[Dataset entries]
%%

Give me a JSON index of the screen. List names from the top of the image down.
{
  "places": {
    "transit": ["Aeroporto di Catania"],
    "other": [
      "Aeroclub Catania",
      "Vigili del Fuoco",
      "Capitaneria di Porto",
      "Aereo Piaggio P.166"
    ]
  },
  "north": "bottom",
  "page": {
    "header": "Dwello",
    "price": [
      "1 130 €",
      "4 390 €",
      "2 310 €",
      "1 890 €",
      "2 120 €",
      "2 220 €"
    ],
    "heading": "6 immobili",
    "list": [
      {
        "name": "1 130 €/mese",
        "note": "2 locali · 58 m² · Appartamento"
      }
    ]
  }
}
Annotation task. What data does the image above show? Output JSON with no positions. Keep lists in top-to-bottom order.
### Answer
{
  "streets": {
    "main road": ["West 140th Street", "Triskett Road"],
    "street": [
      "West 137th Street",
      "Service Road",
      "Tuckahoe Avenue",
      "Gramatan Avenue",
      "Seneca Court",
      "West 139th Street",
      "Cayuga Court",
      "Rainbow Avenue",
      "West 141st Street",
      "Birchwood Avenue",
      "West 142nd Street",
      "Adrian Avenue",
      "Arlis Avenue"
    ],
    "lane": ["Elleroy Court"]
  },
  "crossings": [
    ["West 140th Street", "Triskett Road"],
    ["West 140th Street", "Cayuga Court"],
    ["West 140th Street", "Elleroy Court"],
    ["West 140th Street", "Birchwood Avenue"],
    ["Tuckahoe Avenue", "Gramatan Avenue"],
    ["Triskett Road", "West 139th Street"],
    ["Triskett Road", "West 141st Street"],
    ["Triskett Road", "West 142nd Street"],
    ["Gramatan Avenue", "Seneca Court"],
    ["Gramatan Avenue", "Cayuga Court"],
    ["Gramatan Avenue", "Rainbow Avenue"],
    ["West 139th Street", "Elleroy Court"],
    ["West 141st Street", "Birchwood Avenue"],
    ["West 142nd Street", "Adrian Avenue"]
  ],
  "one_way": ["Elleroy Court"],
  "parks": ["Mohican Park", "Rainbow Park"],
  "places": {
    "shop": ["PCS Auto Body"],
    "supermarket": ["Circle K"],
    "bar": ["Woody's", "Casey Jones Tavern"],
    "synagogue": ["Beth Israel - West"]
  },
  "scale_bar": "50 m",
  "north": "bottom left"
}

%%

[YOUR INSTRUCTIONS]
Starting at the first line of the records above, please copy every line exactly through the line containing "Annotation task. What", and stop there.

[COMPLETED TASK]
Give me a JSON index of the screen. List names from the top of the image down.
{
  "places": {
    "transit": ["Aeroporto di Catania"],
    "other": [
      "Aeroclub Catania",
      "Vigili del Fuoco",
      "Capitaneria di Porto",
      "Aereo Piaggio P.166"
    ]
  },
  "north": "bottom",
  "page": {
    "header": "Dwello",
    "price": [
      "1 130 €",
      "4 390 €",
      "2 310 €",
      "1 890 €",
      "2 120 €",
      "2 220 €"
    ],
    "heading": "6 immobili",
    "list": [
      {
        "name": "1 130 €/mese",
        "note": "2 locali · 58 m² · Appartamento"
      }
    ]
  }
}
Annotation task. What data does the image above show? Output JSON with no positions. Keep lists in top-to-bottom order.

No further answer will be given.